With no formal training I began to play and thus discovered quite a bit about how the functionality behaves. Here is the Good the Bad and the Ugly of using the Rapid Start Tool, aka “RS”.
The GOOD: Rapid Start is a fabulous tool, easy to use (once you know the ins and outs) and is speedy for small import files. One of the best features is the ability to view import errors. Prior to RS a programmer would need to create an error log or exception report to show the reasons why the import failed.
In order to import data whether for one time use like data migration or periodically for on-going journal imports, packages can be created quickly, field’s values are validated and the data applied within minutes.
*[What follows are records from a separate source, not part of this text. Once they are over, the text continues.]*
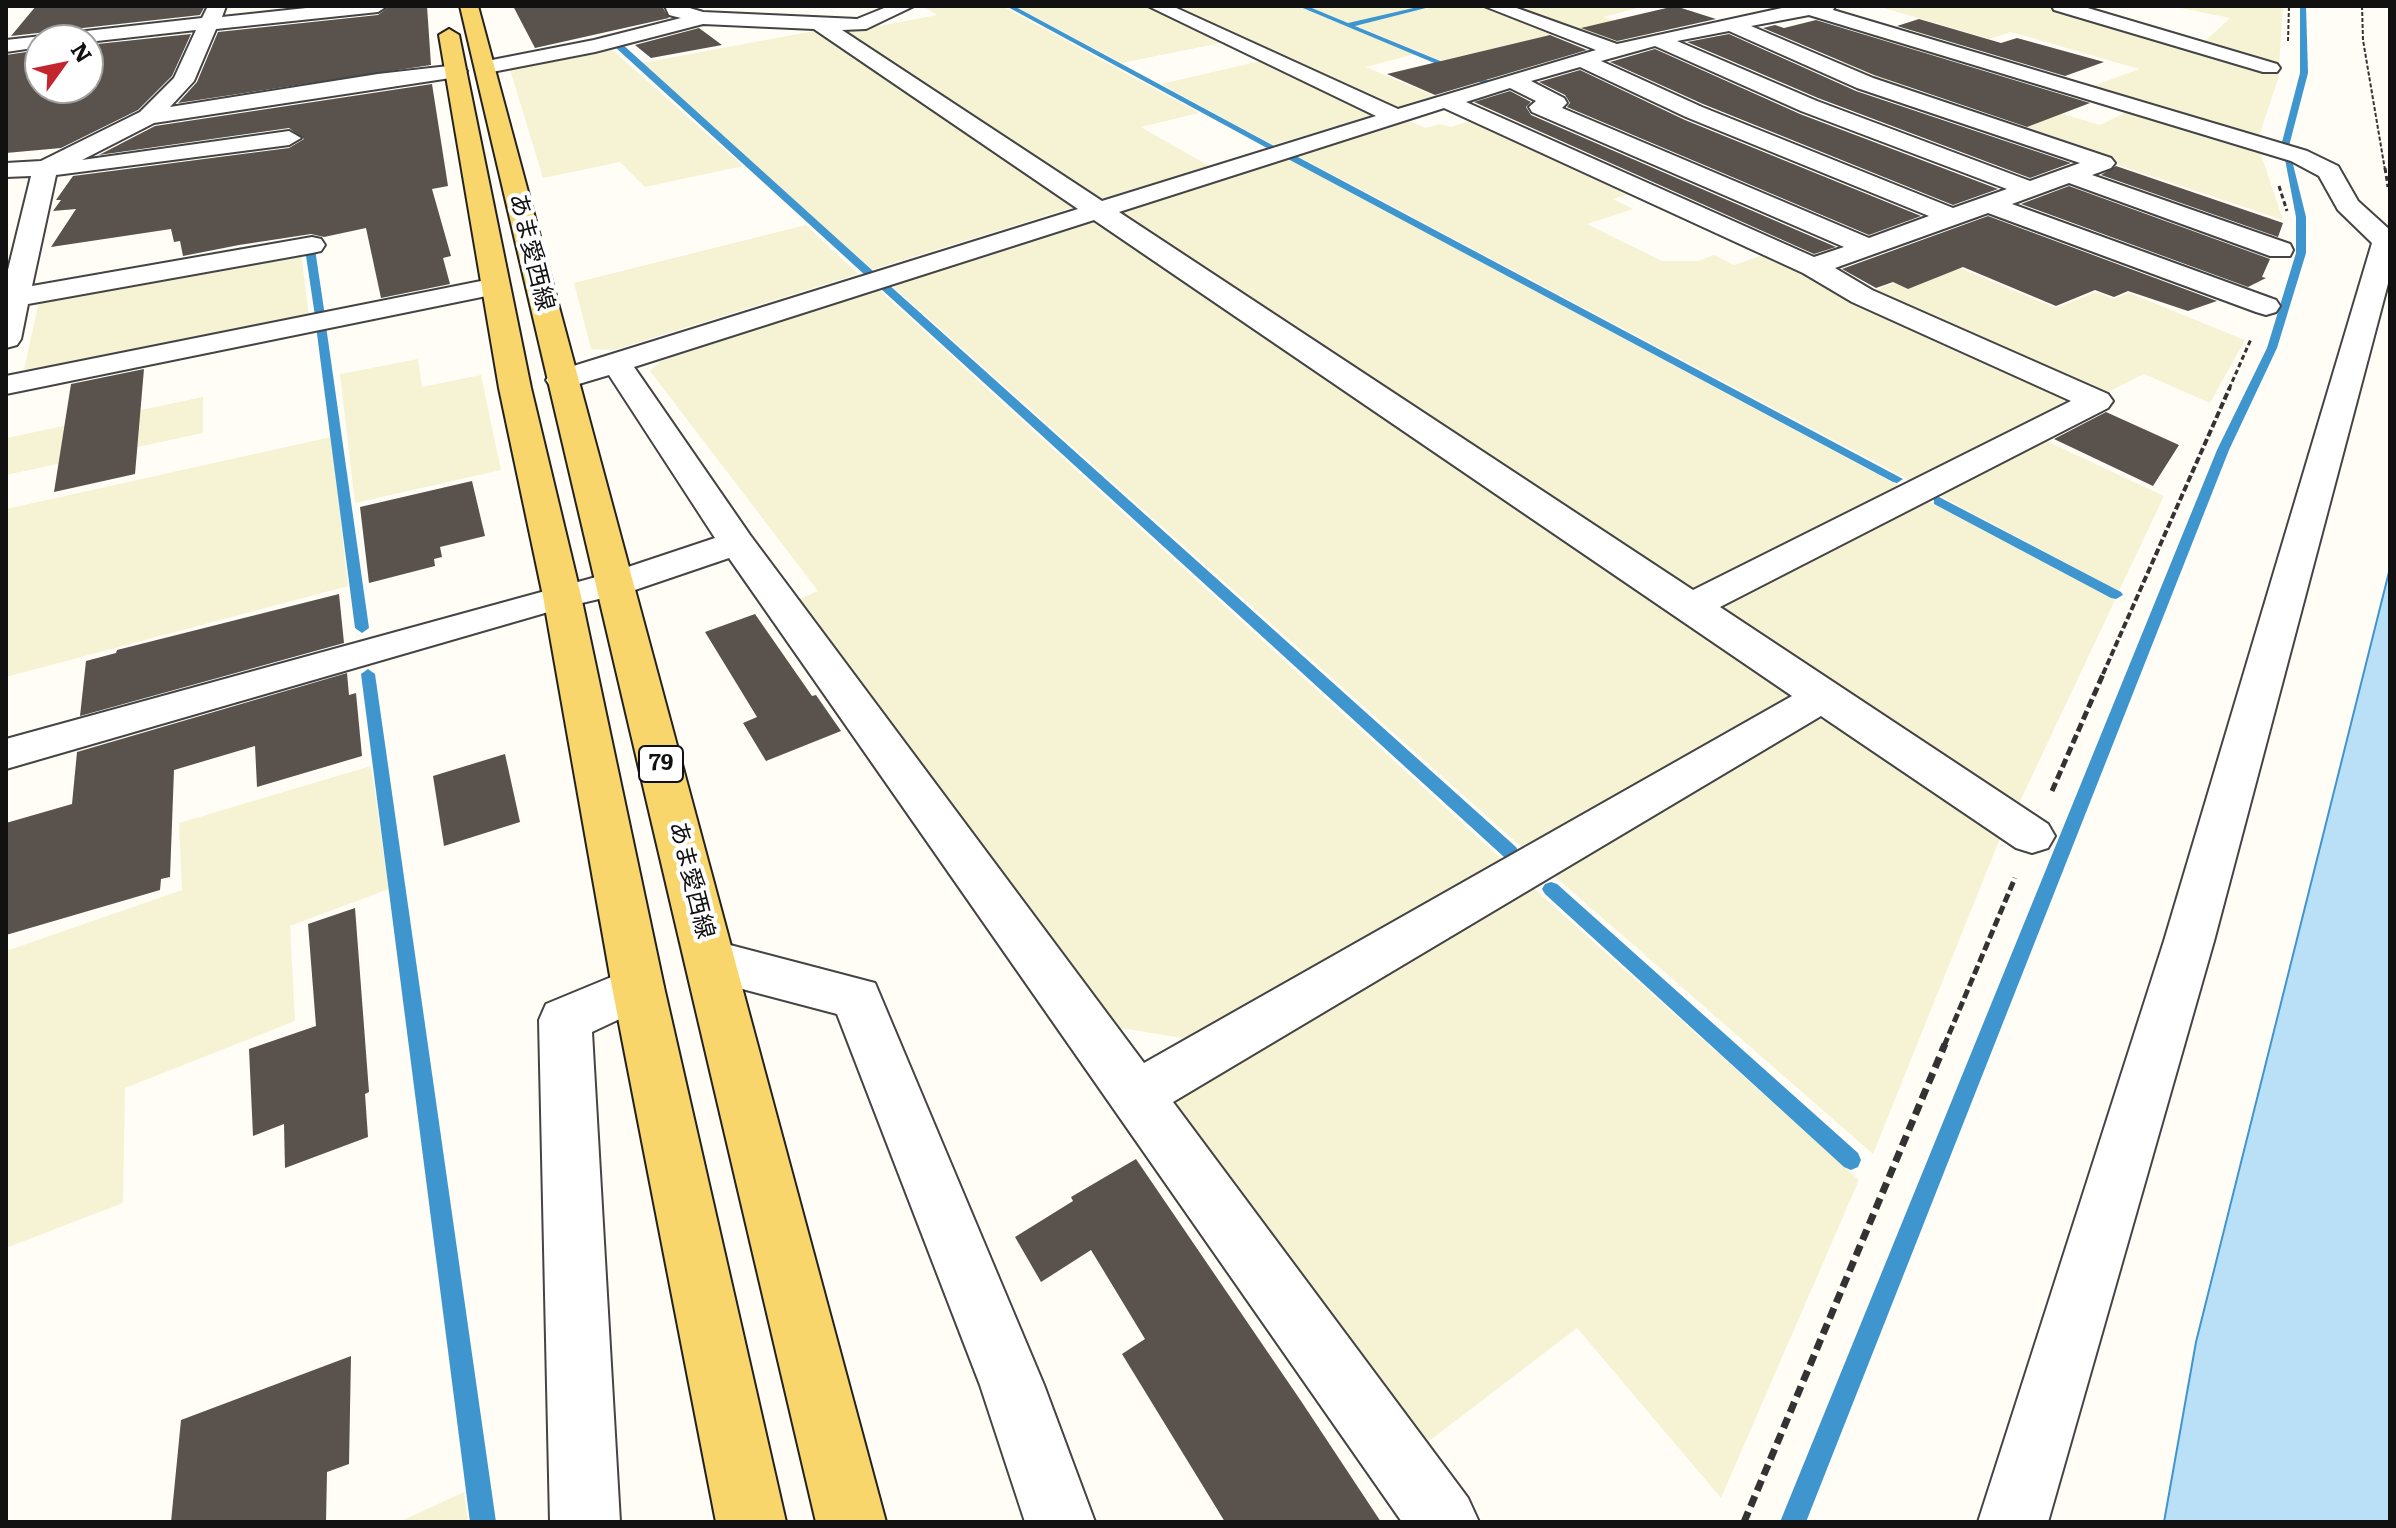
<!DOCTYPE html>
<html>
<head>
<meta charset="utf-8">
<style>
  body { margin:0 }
  #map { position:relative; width:2396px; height:1528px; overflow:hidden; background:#fffdf5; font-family:Literata,serif }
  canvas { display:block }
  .frame { position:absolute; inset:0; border:8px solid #111; pointer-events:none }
  .north { position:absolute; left:24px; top:24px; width:80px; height:80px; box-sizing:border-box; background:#fff; border:2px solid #a0a0a0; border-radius:50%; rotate:57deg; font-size:22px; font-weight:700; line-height:32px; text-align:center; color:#111 }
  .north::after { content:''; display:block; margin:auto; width:28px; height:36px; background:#c4262e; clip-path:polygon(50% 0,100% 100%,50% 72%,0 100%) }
</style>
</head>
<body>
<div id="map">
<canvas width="2396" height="1528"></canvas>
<div class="frame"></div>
<div class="north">N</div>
</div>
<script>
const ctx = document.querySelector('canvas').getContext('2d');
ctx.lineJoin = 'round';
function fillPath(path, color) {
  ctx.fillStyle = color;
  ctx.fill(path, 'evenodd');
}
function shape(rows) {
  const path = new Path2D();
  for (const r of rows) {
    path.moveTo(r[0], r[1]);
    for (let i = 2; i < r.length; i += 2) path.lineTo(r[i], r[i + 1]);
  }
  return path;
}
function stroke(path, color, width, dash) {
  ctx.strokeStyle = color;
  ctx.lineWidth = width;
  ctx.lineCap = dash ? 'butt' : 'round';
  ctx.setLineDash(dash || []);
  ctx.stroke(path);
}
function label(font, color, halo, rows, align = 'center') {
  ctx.font = font + ' Literata,"Noto Sans JP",serif';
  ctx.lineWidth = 8;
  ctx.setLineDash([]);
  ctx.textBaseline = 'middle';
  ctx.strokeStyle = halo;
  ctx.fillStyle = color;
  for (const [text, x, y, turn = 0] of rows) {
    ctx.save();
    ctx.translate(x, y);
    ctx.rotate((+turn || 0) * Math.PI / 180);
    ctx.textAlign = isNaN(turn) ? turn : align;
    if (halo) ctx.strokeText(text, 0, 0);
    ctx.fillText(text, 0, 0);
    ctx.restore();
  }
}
fillPath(shape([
  [923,6,1002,6,1199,113,1141,127,1209,166,1104,198,1091,198,842,33,937,15],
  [1015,6,1149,6,1225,42,1122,63],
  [1178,6,1296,6,1415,54,1366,67,1434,96,1398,107,1386,106,1177,9],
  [1306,6,1423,6,1349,23],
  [1439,6,1482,6,1558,33,1445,62,1354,25],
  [1503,6,1644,6,1604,17,1653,35,1608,43],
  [1877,6,2054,6,2275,71,2279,76,2258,139,2085,89,2139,69,2011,32,1990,39],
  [2171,6,2283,6,2279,66,2202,44,2230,18],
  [819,30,1075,204,1071,208,871,270,642,63],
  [1876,32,1953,55,1921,72,2100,125,2133,109,2249,144,2261,154,2283,220,2013,130,2027,125,1908,85,1894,89,1831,65,1874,53,1847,40],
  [608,46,743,166,645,187,620,162,543,178,509,66],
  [1265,60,1372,111,1369,116,1273,145,1161,84],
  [1404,119,1426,128,1440,124,1450,127,1473,120,1633,193,1613,199,1633,209,1587,224,1662,261,1698,261,1714,255,1734,265,1766,254,2068,394,2072,405,1913,482,1294,154],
  [1285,157,1901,487,1701,590,1668,583,1118,216,1122,209],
  [1086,221,1100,221,1785,683,1788,704,1527,852,889,283],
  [806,225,858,274,614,350,591,349,574,283],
  [301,251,309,318,39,372,24,369,40,297],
  [1948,263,2056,308,2096,292,2114,299,2129,293,2245,340,2210,403,2144,374,2102,395,1870,292],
  [878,289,1507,864,1194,1040,1115,1027,799,599,818,591,650,371,661,361],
  [418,359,422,387,481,375,501,470,355,503,340,374],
  [203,397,203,433,6,475,6,438],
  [331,437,348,586,6,677,6,509],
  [2040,438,2164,496,2119,591,1935,493],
  [1922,498,2115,600,2016,810,1725,620,1720,601],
  [1811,719,1848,723,2003,831,1873,1154,1551,873],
  [371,766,389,889,290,926,295,1021,125,1088,123,1203,6,1248,6,951,182,890,179,823],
  [1529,884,1859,1180,1721,1498,1577,1328,1420,1448,1176,1109,1185,1086],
  [464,1492,468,1522,398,1522,399,1522]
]), '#f6f3d4');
const water = shape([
  [2390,568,2390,1522,2164,1522,2196,1342,2390,568]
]);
fillPath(water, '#b9e0f7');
stroke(water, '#3f96cf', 2);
fillPath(shape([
  [1006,6,1014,6,1274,146,1267,148,1006,6],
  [1298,6,1307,6,1348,23,1422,6,1434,6,1355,26,1489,81,1482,83,1298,6],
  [2300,6,2306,6,2308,73,2289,146,2285,149,2281,146,2300,73,2300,6],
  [615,43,621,43,873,271,873,275,865,275,615,47,615,43],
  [2284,154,2291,156,2306,217,2306,253,2277,348,2229,450,1806,1522,1780,1522,2217,450,2267,348,2296,253,2296,217,2284,154],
  [1288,155,1294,155,1903,479,1897,483,1893,482,1288,159,1288,155],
  [310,246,315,249,325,316,320,319,315,316,305,249,310,246],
  [880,284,888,284,1516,847,1519,852,1516,857,1504,857,880,288,880,284],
  [321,323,326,326,369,628,362,633,355,628,316,326,321,323],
  [1939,497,2121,592,2123,595,2116,599,2111,598,1934,504,1934,498,1939,497],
  [368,669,375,674,496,1522,470,1522,361,674,368,669],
  [1551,882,1557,884,1858,1153,1861,1160,1858,1167,1851,1170,1844,1167,1545,894,1542,889,1545,884,1551,882]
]), '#3f96cf');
fillPath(shape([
  [36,6,205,6,200,15,11,36],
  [390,6,427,6,431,65,178,103,197,82,218,32,378,15],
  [513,6,662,6,669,18,535,48],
  [1675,6,1716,19,1617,41,1581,28],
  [1919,19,2001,43,2017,38,2104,62,2065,76,1897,26],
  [1816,20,2090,103,2027,127,1874,75,1763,28,1775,25,1784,28],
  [699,28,722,45,651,58,635,45],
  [191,34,172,76,138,110,61,148,6,153,6,55,40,50,40,88,88,88,88,45],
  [1729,34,1856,91,2071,163,2030,178,1818,98,1687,42],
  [1550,35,1587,50,1435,95,1387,74],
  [1655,49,1800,114,1998,189,1953,205,1703,104,1610,62],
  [1580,70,1685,120,1921,216,1869,235,1567,107,1570,103,1565,95,1539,82],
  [432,84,448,186,432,189,451,256,443,258,450,284,381,298,366,228,324,237,311,234,239,245,183,256,180,241,174,242,171,229,51,247,76,209,53,211,61,200,56,200,73,176,289,148,304,139,289,128,99,155,155,126],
  [1510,91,1531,102,1526,107,1531,115,1836,247,1814,254,1474,102],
  [2116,166,2283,223,2278,237,2101,175],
  [2069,186,2270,259,2262,277,2266,278,2248,287,2021,204],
  [1988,216,2217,301,2188,311,2128,291,2114,297,2095,290,2056,306,1963,267,1908,289,1893,282,1876,288,1842,269],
  [144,369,135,474,54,492,71,384],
  [2106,412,2179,445,2153,486,2054,439],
  [472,481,485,536,440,547,442,557,434,559,435,566,369,583,360,507],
  [339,594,344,643,80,716,86,661,116,653,117,650],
  [755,614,812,696,816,695,841,731,766,761,743,723,757,717,705,632],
  [347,673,349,695,356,693,362,756,257,787,255,746,174,770,170,877,161,879,160,890,6,935,6,823,72,804,77,752],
  [505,754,520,822,444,846,433,776],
  [355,908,369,1092,365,1094,368,1137,285,1168,284,1124,253,1136,249,1049,316,1026,308,924],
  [1136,1159,1301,1401,1381,1522,1225,1522,1122,1354,1145,1339,1091,1250,1041,1282,1015,1237,1073,1201,1071,1197],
  [351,1356,349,1464,327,1472,326,1522,171,1522,181,1420]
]), '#5a524d');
const minor = shape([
  [208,6,226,6,222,17,325,6,387,6,378,12,216,29,194,81,170,107,378,74,457,65,467,71,457,77,154,123,82,160,289,131,301,138,289,145,56,175,32,286,312,237,321,239,325,245,321,251,312,253,28,304,21,339,17,345,6,348,6,278,31,176,6,177,6,163,41,161,140,112,174,78,196,30,88,42,40,40,40,47,6,52,6,40,202,18,208,6],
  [665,6,683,6,703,12,857,19,889,6,914,6,866,29,842,30,1102,201,1376,116,1148,6,1172,6,1398,109,1596,50,1484,6,1511,6,1617,44,1791,6,1835,6,1833,10,2307,151,2338,166,2358,201,2390,230,2390,276,2214,941,2048,1522,1978,1522,2164,941,2372,243,2338,210,2319,176,2291,161,1809,15,1751,26,1873,78,2111,158,2115,163,2111,168,2092,175,2290,244,2293,250,2290,256,2270,256,2069,183,2012,204,2276,300,2280,306,2276,312,2266,315,2256,312,1988,213,1835,268,1872,290,2108,394,2113,401,2108,408,1720,607,2048,824,2055,836,2048,848,2032,853,2016,848,1821,716,1173,1102,1468,1498,1479,1522,1402,1522,729,558,629,592,569,606,6,769,6,739,607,574,715,538,609,375,562,389,551,387,546,380,551,373,1078,209,814,29,703,24,595,52,487,73,477,67,487,61,594,40,681,18,669,15,665,6],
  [1729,31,1857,88,2080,163,2030,181,1817,101,1677,41,1729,31],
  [1655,46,1801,111,2007,189,1953,208,1702,107,1601,61,1655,46],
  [1580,67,1686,117,1929,216,1869,238,1562,108,1567,103,1564,98,1531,81,1580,67],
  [1510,88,1536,101,1529,107,1532,112,1844,247,1814,257,1466,102,1510,88],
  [1444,108,1803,273,1852,302,2071,401,1693,590,1119,212,1444,108],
  [1094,220,1792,696,1144,1063,750,535,634,367,1094,220],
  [2052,6,2081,6,2277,64,2280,68,2277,72,2263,72,2054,10,2052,6],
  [496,278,506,280,510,286,506,292,6,394,6,376,496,278],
  [711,940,875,983,1044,1385,1095,1522,1025,1522,980,1385,837,1014,693,976,686,961,693,946,711,940],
  [638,966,656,972,664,987,656,1002,592,1032,620,1522,550,1522,539,1020,546,1004,638,966]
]);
const major = shape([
  [460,6,478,6,886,1522,816,1522,460,6],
  [449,29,459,35,531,388,581,596,664,987,786,1522,716,1522,612,987,543,596,499,388,439,35,449,29]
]);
stroke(minor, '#444', 4);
stroke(major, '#222', 4);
stroke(shape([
  [2362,6,2363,40,2385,170],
  [2288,41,2289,6]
]), '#333', 2, [4, 2]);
stroke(shape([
  [2385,168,2388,187],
  [2279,186,2287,211],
  [2229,389,2251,339]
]), '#333', 3, [5, 3]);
stroke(shape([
  [2103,674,2230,387]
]), '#333', 4, [7, 3]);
stroke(shape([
  [2052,791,2104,672],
  [1944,1046,2015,878]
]), '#333', 5, [9, 4]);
stroke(shape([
  [1744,1522,1945,1044]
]), '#333', 7, [11, 6]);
fillPath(minor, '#fff');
fillPath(major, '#f9d66b');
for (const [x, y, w] of [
  [661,764,44]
]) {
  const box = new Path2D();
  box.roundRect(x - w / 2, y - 18, w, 36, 6);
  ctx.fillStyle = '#fff';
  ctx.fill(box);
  stroke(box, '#111', 2);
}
label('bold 22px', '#111', null, [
  ["79",661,764]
]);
label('24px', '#111', '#fff', [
  ["あま愛西線",531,252,76],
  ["あま愛西線",691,880,76]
]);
</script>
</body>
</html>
One of the best features of RS is it’s simplicity. This is a tool that all end users can quickly learn and has endless uses.
The BAD: Rapid Start has a few quirks, as I discovered through my many trial and errors. Some examples of these pesky traits would be when you click to “import from Excel” (from the package line) the window closes and you must go back and click again. This behavior is unusual but seems to happen the first or second time using the package only.
RS will let you import through excel and directly Apply the package but it is best not to. It is recommended to Validate the package first. This way you will not have chunks of data going into NAV at separate times. I found that it is much easier to reconcile if you validate the package as a whole, fix any errors and then Apply. Otherwise you can lose track of how many records actually were inserted if import is large. This leads me to the next area on concern. Rapid Start relies heavily on the Refresh option. I have found that when working with large import file the refresh rate is very slow and users may not see the true picture of the number of records in either the database or package or both. But give it time and eventually the tables will be updated.
The UGLY: Rapid Start has it definite limitations. It is NOT Rapid at all when files are large. You may ask “What is considered a large file”. The answer is not definable. It depends on the number of fields, the number of validated fields and the number of rows. Occasionally I receive the generic message “File is too large”.
I also ran into severe processing delays (and I define severe as hours) when files contained forty-eight fields and had fifty-five thousand rows. My solution was to splice apart the file into smaller files with less rows and ask the ERP Gods for more patience.
Additionally users may receive error messages stating that a table does not exist in the package config. table, or that is are locked by other users, if the import file being used came from a different package. I even experienced Excel being locked, even though Rapid Start package was cancelled or deleted. My only alternative was to open Task Manager and kill the Excel process.
Lastly, I ran into an import situation, where Microsoft could not even explain. My import file kept failing and presented a technical message regarding sql and code. The un-explainable error was finally resolved by creating the template again, cutting and pasting the data from the ‘bad file’ into the new template and then importing.
In summary, the 2013 Rapid Start tool does work well under certain conditions, but as the great actor once said “Men must know their limitations”.